§ **Task description**:
For this exercise, output exactly the lines from the opening line of the listing through the line with "1px #aaa5a2) drop-shadow(0", skipping pictures.

§ **Source material**:
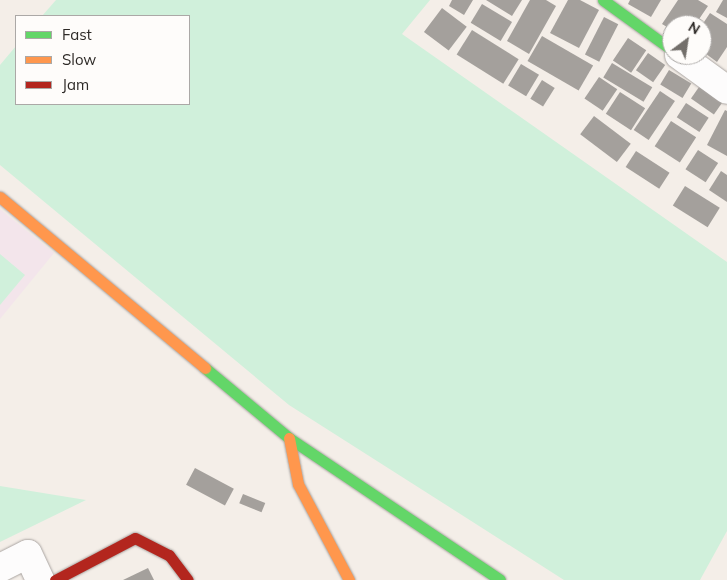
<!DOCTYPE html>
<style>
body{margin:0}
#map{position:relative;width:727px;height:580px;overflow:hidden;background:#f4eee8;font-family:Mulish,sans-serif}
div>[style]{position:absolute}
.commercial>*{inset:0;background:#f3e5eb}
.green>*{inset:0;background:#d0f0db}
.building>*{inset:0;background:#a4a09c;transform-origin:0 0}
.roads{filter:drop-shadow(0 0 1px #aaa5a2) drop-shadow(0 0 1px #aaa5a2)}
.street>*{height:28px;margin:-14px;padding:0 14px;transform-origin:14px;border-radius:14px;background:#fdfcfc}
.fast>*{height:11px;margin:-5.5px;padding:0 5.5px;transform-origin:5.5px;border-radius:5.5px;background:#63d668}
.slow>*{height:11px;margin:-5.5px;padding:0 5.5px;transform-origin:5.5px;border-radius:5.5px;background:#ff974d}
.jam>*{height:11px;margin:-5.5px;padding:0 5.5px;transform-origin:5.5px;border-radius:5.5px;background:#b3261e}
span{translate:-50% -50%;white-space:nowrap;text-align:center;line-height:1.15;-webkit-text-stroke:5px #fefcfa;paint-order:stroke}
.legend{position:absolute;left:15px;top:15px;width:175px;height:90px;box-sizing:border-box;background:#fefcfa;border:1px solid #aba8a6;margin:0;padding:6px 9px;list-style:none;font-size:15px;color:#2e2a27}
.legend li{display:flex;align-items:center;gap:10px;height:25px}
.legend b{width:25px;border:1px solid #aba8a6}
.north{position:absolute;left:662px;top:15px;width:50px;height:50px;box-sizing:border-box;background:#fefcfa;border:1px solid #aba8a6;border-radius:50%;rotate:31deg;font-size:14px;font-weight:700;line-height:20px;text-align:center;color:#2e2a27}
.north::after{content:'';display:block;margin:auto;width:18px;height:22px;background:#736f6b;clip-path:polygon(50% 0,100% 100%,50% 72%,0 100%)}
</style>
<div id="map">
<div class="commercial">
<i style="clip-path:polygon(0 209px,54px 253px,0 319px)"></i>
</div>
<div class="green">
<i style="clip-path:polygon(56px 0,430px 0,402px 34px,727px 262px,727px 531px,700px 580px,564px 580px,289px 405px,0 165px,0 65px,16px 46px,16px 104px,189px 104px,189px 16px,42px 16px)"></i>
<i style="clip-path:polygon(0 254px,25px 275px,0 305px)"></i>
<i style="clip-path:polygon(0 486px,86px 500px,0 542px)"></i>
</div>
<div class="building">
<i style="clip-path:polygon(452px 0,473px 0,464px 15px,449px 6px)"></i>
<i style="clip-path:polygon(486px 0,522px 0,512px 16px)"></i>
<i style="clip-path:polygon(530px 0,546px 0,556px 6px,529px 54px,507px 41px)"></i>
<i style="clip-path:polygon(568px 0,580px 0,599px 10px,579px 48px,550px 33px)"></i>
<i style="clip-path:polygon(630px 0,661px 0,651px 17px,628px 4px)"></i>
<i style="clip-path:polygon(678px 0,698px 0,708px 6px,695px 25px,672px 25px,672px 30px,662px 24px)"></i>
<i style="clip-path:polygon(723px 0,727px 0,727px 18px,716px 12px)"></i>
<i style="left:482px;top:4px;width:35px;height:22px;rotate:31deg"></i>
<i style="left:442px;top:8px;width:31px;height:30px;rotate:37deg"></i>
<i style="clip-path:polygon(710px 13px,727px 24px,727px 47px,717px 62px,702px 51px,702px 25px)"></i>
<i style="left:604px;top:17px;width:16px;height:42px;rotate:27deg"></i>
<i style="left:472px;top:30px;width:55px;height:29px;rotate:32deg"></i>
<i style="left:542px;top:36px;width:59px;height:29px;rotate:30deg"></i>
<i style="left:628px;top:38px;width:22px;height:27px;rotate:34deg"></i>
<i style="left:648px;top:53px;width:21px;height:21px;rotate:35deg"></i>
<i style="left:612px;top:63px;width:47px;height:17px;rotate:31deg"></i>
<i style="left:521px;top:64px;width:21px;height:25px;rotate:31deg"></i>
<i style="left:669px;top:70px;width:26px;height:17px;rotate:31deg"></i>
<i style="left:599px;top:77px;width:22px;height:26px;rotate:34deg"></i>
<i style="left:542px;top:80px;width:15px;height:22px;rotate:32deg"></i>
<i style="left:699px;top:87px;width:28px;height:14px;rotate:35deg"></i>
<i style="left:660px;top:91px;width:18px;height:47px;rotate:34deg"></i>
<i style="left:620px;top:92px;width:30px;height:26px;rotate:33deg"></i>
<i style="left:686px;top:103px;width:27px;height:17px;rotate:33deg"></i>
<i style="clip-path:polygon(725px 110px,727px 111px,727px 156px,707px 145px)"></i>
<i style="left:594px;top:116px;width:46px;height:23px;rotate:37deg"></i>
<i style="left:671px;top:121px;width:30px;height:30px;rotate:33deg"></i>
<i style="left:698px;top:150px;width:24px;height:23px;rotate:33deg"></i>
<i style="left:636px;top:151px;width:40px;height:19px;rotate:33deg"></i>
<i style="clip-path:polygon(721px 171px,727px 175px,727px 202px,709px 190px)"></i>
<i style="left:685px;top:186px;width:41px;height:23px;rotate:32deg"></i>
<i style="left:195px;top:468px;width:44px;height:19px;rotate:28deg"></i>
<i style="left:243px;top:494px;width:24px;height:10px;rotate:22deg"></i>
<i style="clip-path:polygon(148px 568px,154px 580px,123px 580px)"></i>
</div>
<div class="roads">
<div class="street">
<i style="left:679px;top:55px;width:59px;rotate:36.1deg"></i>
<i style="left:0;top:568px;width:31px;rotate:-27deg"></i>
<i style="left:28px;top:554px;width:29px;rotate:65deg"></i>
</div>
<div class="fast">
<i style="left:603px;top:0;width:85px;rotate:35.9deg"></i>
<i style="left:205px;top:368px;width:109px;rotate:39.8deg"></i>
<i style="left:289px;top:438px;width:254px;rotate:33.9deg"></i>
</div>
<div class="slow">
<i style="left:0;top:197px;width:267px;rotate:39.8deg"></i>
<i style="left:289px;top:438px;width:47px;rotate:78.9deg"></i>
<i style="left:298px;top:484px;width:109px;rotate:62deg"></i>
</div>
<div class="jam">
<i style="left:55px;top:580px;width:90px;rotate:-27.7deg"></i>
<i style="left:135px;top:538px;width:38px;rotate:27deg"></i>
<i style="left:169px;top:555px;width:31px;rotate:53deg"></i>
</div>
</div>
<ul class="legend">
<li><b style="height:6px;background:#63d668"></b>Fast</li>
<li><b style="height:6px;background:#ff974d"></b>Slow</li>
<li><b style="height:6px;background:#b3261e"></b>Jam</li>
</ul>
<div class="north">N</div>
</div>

§ **Answer for the task**:
<!DOCTYPE html>
<style>
body{margin:0}
#map{position:relative;width:727px;height:580px;overflow:hidden;background:#f4eee8;font-family:Mulish,sans-serif}
div>[style]{position:absolute}
.commercial>*{inset:0;background:#f3e5eb}
.green>*{inset:0;background:#d0f0db}
.building>*{inset:0;background:#a4a09c;transform-origin:0 0}
.roads{filter:drop-shadow(0 0 1px #aaa5a2) drop-shadow(0 0 1px #aaa5a2)}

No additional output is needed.